Jetzt haben Sie gemeinsam mit Rat Pack ja auch "Wir sind die Welle" für Netflix produziert. Wurde das anders besprochen als andere Serien?
Ja, das hatte mehr Aufmerksamkeit. Die Serie ist ja eine von wenigen deutschen Produktionen, die Netflix hierzulande lanciert hat. Wir waren da ja auch unserer Zeit ein wenig voraus, entstanden ist die Serie ja in der Zeit vor Greta Thunberg. Sie hat aufgesetzt auf eine krasse Jugendbewegung. Letztendlich war es sehr zeitgeistig. Wir waren aber der kleinere Ko-Produktionspartner und ich würde den Credit für die Serie gerne dem großartigen Team von Rat Pack überlassen.
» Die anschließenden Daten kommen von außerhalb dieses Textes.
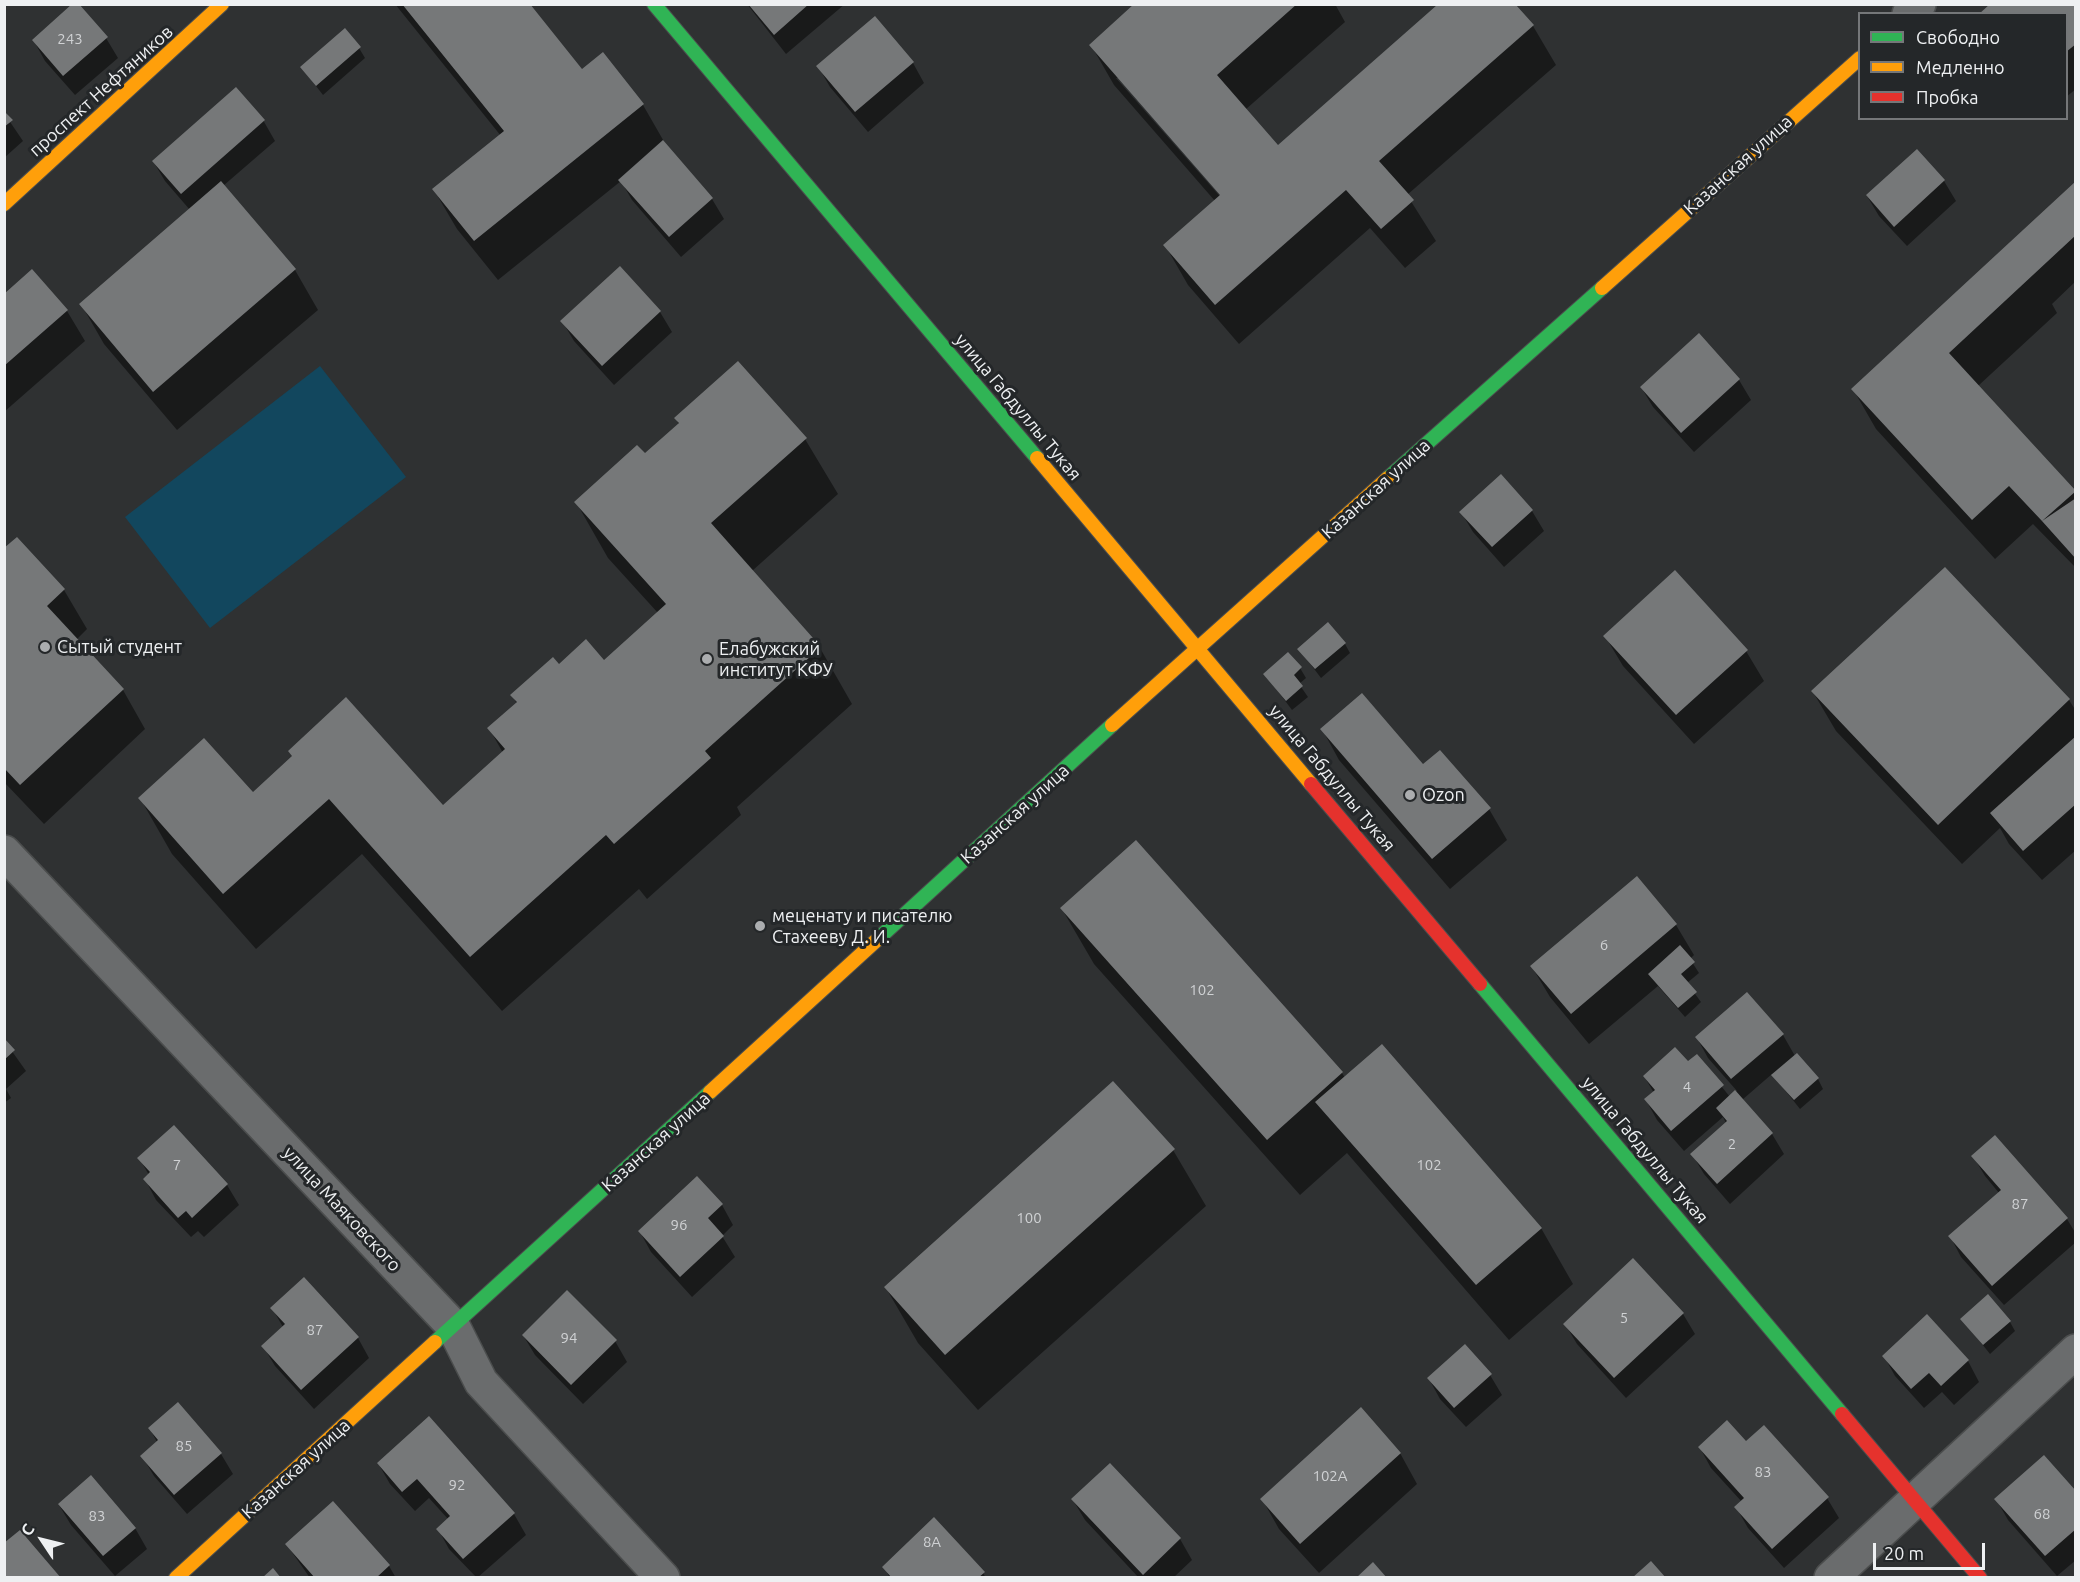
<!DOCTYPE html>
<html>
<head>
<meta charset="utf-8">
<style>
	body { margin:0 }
	#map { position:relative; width:2080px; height:1582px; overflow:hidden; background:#2f3132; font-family:Ubuntu,sans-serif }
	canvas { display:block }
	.frame { position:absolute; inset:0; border:6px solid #eef0f2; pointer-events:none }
	.legend { position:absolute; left:1858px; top:12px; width:210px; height:108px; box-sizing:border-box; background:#242729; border:2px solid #757779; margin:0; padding:8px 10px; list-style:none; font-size:18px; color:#eef0f2 }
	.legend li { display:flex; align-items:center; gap:12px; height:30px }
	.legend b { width:30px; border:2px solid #757779 }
	.north { position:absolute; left:12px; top:1510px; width:60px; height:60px; -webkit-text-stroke:4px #242729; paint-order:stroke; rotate:305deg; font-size:16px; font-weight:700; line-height:24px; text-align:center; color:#eef0f2 }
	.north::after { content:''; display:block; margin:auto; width:21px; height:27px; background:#eef0f2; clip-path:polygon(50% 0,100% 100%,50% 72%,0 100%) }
	.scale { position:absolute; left:1873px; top:1543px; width:112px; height:27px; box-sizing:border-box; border:3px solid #eef0f2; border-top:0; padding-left:8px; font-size:18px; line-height:21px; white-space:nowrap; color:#eef0f2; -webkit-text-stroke:4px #242729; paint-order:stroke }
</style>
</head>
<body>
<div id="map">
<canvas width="2080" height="1582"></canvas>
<div class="frame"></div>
<ul class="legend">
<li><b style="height:8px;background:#30b455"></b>Свободно</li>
<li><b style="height:8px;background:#ff9f0a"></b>Медленно</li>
<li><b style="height:8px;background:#e5322d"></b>Пробка</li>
</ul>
<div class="north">С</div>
<div class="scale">20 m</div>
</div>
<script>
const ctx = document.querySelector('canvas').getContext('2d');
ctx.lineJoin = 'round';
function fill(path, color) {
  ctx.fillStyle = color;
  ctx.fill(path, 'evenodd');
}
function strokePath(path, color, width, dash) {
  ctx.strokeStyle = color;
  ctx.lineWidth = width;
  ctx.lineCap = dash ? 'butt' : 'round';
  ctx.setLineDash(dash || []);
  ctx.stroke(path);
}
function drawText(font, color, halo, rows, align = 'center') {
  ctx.font = font + ' Ubuntu,sans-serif';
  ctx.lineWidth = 6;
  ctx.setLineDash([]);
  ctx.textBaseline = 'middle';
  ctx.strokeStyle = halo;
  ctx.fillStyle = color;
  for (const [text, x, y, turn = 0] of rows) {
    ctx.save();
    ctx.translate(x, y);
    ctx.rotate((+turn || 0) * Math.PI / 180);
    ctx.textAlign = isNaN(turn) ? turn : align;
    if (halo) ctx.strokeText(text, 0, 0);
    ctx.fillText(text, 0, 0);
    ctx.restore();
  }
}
fill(new Path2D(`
	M 320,366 L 406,477 L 210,628 L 125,517 Z`), '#12475e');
fill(new Path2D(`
	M 395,4 L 528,4 L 582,71 L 602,54 L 643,105 L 666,145 L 712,199 L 724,219 L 681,257 L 632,200 L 621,181 L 498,280 L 457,229 L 434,190 L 501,136 Z
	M 747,4 L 845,4 L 786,54 Z
	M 1137,4 L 1335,4 L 1345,22 L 1245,110 L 1278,147 L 1440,4 L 1514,4 L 1533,26 L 1556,65 L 1407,195 L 1436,241 L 1405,268 L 1370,228 L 1239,344 L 1188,285 L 1165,245 L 1215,201 L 1114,85 L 1091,45 ZM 1116,78 L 1120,78 L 1226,199 L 1224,201 Z
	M 2076,4 L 2076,89 L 2066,97 L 2066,14 Z
	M 875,18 L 913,63 L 924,83 L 868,132 L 830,87 L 818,66 Z
	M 106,38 L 118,58 L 75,95 L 45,61 L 34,41 Z
	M 359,48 L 365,58 L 323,95 L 302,68 Z
	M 4,113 L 23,141 L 4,158 Z
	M 263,120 L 275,141 L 223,186 L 295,270 L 318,310 L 177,430 L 104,344 L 81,304 L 190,210 L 165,181 L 153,161 Z
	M 1917,151 L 1944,181 L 1956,201 L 1907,246 L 1879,216 L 1867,196 Z
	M 2076,183 L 2076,281 L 2052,304 L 2057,313 L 1978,386 L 2076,492 L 2076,568 L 2033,524 L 1995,559 L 1876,429 L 1853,389 Z
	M 620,268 L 660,312 L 672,332 L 614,385 L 574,341 L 562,321 Z
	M 32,271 L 67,311 L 85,341 L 4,412 L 4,296 Z
	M 1739,380 L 1751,400 L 1694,452 L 1653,407 L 1641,387 Z
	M 676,418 L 805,439 L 838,494 L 752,571 L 820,648 L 852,704 L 737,807 L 741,815 L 647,899 L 639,889 L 502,1011 L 362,854 L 256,949 L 172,854 L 140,798 L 253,794 L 293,757 L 443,807 L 503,753 L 489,728 L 517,704 L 512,695 L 559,666 L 604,662 L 658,613 L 608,558 L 576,502 L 644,456 L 679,425 Z
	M 1501,476 L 1532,511 L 1544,531 L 1504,567 L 1473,532 L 1461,512 Z
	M 4,551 L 64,590 L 87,629 L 76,640 L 123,690 L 145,729 L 44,824 L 4,782 Z
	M 1945,569 L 2069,700 L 2076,711 L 2076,850 L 2042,880 L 2009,844 L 2000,828 L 1962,864 L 1836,731 L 1813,692 Z
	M 1605,636 L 1746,651 L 1764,681 L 1694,744 L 1623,666 Z
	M 1345,644 L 1350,653 L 1321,678 L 1299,649 Z
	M 1300,668 L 1306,678 L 1299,684 L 1308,697 L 1292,710 L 1265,674 Z
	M 1322,729 L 1423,766 L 1489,809 L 1507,840 L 1450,889 L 1339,760 Z
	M 1637,879 L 1676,925 L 1694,955 L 1690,959 L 1699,973 L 1687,983 L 1701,1002 L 1685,1017 L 1658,986 L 1589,1044 L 1550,997 L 1532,967 Z
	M 1062,909 L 1342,1073 L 1345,1078 L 1541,1228 L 1573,1284 L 1509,1340 L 1347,1153 L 1300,1195 L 1094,964 Z
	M 1783,1035 L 1795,1056 L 1818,1079 L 1823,1089 L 1800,1109 L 1772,1074 L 1742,1100 L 1772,1134 L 1784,1154 L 1730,1204 L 1704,1174 L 1692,1154 L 1726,1123 L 1723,1117 L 1684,1151 L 1657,1120 L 1646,1100 L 1654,1093 L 1644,1076 L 1688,1063 L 1697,1056 L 1730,1097 L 1737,1091 L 1708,1058 L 1697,1038 Z
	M 4,1040 L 26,1071 L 6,1089 L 11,1098 L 4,1103 Z
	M 1995,1137 L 2067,1219 L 2076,1234 L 2076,1242 L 2004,1305 L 1961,1257 L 1950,1236 L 1999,1193 L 1985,1176 L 1973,1156 Z
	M 1173,1150 L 1206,1206 L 978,1410 L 918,1343 L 886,1288 Z
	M 139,1158 L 227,1185 L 239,1205 L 204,1237 L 198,1231 L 191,1237 L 156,1200 L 145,1179 L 149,1175 Z
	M 722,1205 L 733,1225 L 722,1236 L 735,1257 L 692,1297 L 651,1252 L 640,1232 Z
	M 1633,1260 L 1683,1314 L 1695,1334 L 1626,1398 L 1577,1344 L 1565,1324 Z
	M 272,1308 L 358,1338 L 369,1358 L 314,1409 L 275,1366 L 263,1346 L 283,1327 Z
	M 1962,1319 L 2010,1322 L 2015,1331 L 1990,1354 Z
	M 523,1335 L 615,1341 L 627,1362 L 583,1404 L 535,1355 Z
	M 1884,1356 L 1968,1361 L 1979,1382 L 1954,1405 L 1942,1392 L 1924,1408 L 1895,1376 Z
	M 1490,1375 L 1502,1395 L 1466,1427 L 1440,1399 L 1429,1379 Z
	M 178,1404 L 221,1454 L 233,1474 L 187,1514 L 154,1476 L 142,1456 L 157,1442 L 150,1429 Z
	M 429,1418 L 514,1514 L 526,1535 L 477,1578 L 449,1549 L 438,1529 L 448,1519 L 429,1498 L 415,1511 L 390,1484 L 378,1463 Z
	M 1746,1443 L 1827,1498 L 1839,1518 L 1784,1568 L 1748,1528 L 1736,1507 L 1742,1502 L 1711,1468 L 1700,1448 Z
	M 1400,1453 L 1417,1484 L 1319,1573 L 1279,1529 L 1262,1499 Z
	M 1110,1465 L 1180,1539 L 1192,1560 L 1173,1578 L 1139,1578 L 1085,1520 L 1073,1500 Z
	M 2076,1493 L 2076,1560 L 2057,1576 L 2008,1520 L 1996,1499 Z
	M 59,1505 L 135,1528 L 147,1549 L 115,1576 L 71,1525 Z
	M 287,1545 L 389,1566 L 396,1578 L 310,1578 Z
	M 884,1567 L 983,1573 L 986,1578 L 890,1578 Z`), '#0007');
fill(new Path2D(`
	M 72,4 L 79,4 L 108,37 L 63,76 L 32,40 Z
	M 402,4 L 530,4 L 582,69 L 603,52 L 644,104 L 474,241 L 432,189 L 504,131 Z
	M 748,4 L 809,4 L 774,35 Z
	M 1134,4 L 1297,4 L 1217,75 L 1278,145 L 1437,5 L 1516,5 L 1534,25 L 1379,161 L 1414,200 L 1381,229 L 1346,190 L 1215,305 L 1163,245 L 1220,195 L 1089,45 Z
	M 1990,4 L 2076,4 L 2076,44 L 2066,52 L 2066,14 L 1979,14 Z
	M 875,16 L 914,62 L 855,112 L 816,66 Z
	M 345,28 L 361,47 L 316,86 L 300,67 Z
	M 236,87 L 265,120 L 181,194 L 152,161 Z
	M 4,111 L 13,120 L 4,127 Z
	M 663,140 L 713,198 L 669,237 L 618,180 Z
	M 1917,149 L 1945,180 L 1894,227 L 1866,195 Z
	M 221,181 L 296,269 L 153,392 L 79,304 Z
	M 2076,181 L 2076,235 L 1949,353 L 2076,491 L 2042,521 L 2009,486 L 1972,520 L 1851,389 Z
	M 620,266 L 661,311 L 602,366 L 560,321 Z
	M 32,269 L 68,310 L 4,366 L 4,294 Z
	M 1699,333 L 1740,379 L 1681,433 L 1640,387 Z
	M 738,361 L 807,438 L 711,523 L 821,647 L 705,751 L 711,758 L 614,844 L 606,835 L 470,957 L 329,799 L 223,894 L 138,798 L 204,738 L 253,792 L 292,756 L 288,751 L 346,697 L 443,805 L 505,749 L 487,728 L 517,702 L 510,695 L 553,657 L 559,664 L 586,639 L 604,660 L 666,604 L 574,502 L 637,445 L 645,453 L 679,423 L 674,418 Z
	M 1501,474 L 1533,510 L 1492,547 L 1459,512 Z
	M 2076,498 L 2076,559 L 2042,521 Z
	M 17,537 L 65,589 L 47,606 L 124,689 L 20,785 L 4,768 L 4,548 Z
	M 1945,567 L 2070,699 L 1938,825 L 1811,691 Z
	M 1675,570 L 1748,650 L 1676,715 L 1603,636 Z
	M 1328,622 L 1346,643 L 1315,669 L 1297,649 Z
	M 1288,652 L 1302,667 L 1294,675 L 1303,686 L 1286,701 L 1263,674 Z
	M 1362,693 L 1423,764 L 1440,750 L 1491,808 L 1432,859 L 1320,729 Z
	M 2076,736 L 2076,804 L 2023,851 L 1990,813 Z
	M 1136,840 L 1343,1072 L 1267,1140 L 1060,908 Z
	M 1637,876 L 1677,924 L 1571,1014 L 1530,966 Z
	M 1680,945 L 1695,962 L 1681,974 L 1697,992 L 1678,1008 L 1648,974 Z
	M 1747,992 L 1784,1034 L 1731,1079 L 1695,1037 Z
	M 4,1038 L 15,1050 L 4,1060 Z
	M 1382,1044 L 1542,1228 L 1476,1285 L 1315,1102 Z
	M 1675,1047 L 1688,1061 L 1697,1054 L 1724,1085 L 1671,1131 L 1644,1099 L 1655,1090 L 1643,1076 Z
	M 1797,1053 L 1819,1078 L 1794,1100 L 1771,1075 Z
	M 1113,1081 L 1175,1149 L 945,1355 L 884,1287 Z
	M 1735,1090 L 1773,1133 L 1717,1184 L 1690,1154 L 1727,1121 L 1716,1108 Z
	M 174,1125 L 228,1184 L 192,1218 L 186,1211 L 178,1218 L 143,1179 L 150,1172 L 137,1158 Z
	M 1995,1135 L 2068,1218 L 1992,1286 L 1948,1236 L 2001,1190 L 1971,1156 Z
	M 697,1176 L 723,1204 L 708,1218 L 724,1236 L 680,1277 L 638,1231 Z
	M 1633,1258 L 1684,1313 L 1614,1378 L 1563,1324 Z
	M 304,1277 L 359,1337 L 301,1390 L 261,1346 L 285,1324 L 270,1308 Z
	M 567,1290 L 617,1340 L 571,1385 L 522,1335 Z
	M 1988,1294 L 2011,1321 L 1983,1345 L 1960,1319 Z
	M 1927,1314 L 1969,1360 L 1941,1386 L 1929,1373 L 1911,1389 L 1882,1356 Z
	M 1465,1344 L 1492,1374 L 1454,1408 L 1427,1378 Z
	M 178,1402 L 222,1453 L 174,1495 L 140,1456 L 158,1440 L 148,1428 Z
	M 1361,1407 L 1401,1453 L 1300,1544 L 1260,1499 Z
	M 429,1416 L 515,1513 L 463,1559 L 436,1529 L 450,1516 L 417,1479 L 402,1492 L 377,1463 Z
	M 1727,1420 L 1746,1441 L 1764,1425 L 1829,1497 L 1772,1549 L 1734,1507 L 1744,1498 L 1698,1447 Z
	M 2044,1455 L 2076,1491 L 2076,1529 L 2045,1556 L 1994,1499 Z
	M 1110,1463 L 1181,1538 L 1143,1575 L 1071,1499 Z
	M 91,1475 L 136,1528 L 103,1556 L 58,1504 Z
	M 333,1501 L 390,1565 L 376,1578 L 315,1578 L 285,1544 Z
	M 934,1517 L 985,1572 L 978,1578 L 892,1578 L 882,1567 Z
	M 20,1530 L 61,1578 L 5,1578 L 4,1543 Z
	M 1651,1561 L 1666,1578 L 1632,1578 Z
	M 1373,1562 L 1387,1578 L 1356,1578 Z
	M 273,1568 L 281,1578 L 262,1578 Z`), '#767879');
const street = new Path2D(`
	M 1909,14 L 1919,4
	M 4,852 L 453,1326 L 481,1382 L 663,1578
	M 1831,1578 L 2076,1351`);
const fast = new Path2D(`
	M 654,4 L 1037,458
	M 1388,478 L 1602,288
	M 880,937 L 1112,725
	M 1480,984 L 1842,1414
	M 435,1342 L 710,1092`);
const slow = new Path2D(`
	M 4,204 L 222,4
	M 1602,288 L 1860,58
	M 1037,458 L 1311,784
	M 1112,725 L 1388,478
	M 710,1092 L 880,937
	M 176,1578 L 435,1342`);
const jam = new Path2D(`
	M 1311,784 L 1480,984
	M 1842,1414 L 1980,1578`);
strokePath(street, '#4b4d4d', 36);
strokePath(fast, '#4b4d4d', 16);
strokePath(slow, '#4b4d4d', 16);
strokePath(jam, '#4b4d4d', 16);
strokePath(street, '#6a6c6d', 33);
strokePath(fast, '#30b455', 14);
strokePath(slow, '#ff9f0a', 14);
strokePath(jam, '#e5322d', 14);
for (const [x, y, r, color] of [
	[45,647,6,"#abadaf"],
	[707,659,6,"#abadaf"],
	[1410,795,6,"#abadaf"],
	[760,926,6,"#abadaf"]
]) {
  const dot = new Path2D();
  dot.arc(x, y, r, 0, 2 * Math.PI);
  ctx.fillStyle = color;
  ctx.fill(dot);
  strokePath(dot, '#242729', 2);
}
drawText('15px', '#d0d2d4', null, [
	["243",70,39],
	["6",1604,945],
	["102",1202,990],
	["4",1687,1087],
	["2",1732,1144],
	["7",177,1165],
	["102",1429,1165],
	["87",2020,1204],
	["100",1029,1218],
	["96",679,1225],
	["5",1624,1318],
	["87",315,1330],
	["94",569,1338],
	["85",184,1446],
	["83",1763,1472],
	["102А",1330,1476],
	["92",457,1485],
	["68",2042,1514],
	["83",97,1516],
	["8А",932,1542]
]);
drawText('18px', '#eef0f2', '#242729', [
	["проспект Нефтяников",101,91,-42],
	["Казанская улица",1738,165,-42],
	["улица Габдуллы Тукая",1018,407,50],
	["Казанская улица",1376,489,-42],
	["улица Габдуллы Тукая",1332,778,50],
	["Казанская улица",1015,814,-42],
	["Казанская улица",656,1142,-42],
	["улица Габдуллы Тукая",1645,1150,50],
	["улица Маяковского",342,1209,47],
	["Казанская улица",296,1469,-42]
]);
drawText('18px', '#eef0f2', '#242729', [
	["Сытый студент",57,647],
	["Елабужский",719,649],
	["институт КФУ",719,670],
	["Ozon",1422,795],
	["меценату и писателю",772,916],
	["Стахееву Д. И.",772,937]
], 'left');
</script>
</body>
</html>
Und was ist nun das Fazit der Zusammenarbeit mit Netflix? Lust auf mehr?
Man hat immer Lust auf mehr (lacht). Zu neuen Projekten kann ich derzeit aber noch nichts sagen. Dinge, an die ich glaube, würde ich aber natürlich immer gerne fortführen.
Jetzt haben wir es schon kurz angeschnitten: Sie haben vor wenigen Wochen ihr 10-Jähriges bei Sony gefeiert. Auf welche Erfahrung hätten Sie in dieser Zeit gerne verzichtet?
Auf gar keine. Das klingt blöd, aber alle Erfahrungen, egal ob gut oder schlecht, haben mich weitergebracht. In den zehn Jahren ist hier wahnsinnig viel passiert. Wir haben die Sony während dieser Zeit umgebaut und sehr verändert. Als ich vor zehn Jahren gekommen bin, waren nicht sehr viele Aufträge da. Wir haben die Fiction neu aufgebaut und zwischendurch auch nochmal Sitcom gemacht. Wir haben Realityshows produziert und uns auch an eine tägliche Gameshow gewagt. Gleichzeitig haben wir viel im Bereich Factual investiert und in Summe mit allen Sendern zusammengearbeitet. Sehr stolz bin ich auf mein Team, auch das ist ja immer ein Prozess. Und natürlich gibt es auch Formate, bei denen man zurückschaut und sich fragt, was man da gemacht hat.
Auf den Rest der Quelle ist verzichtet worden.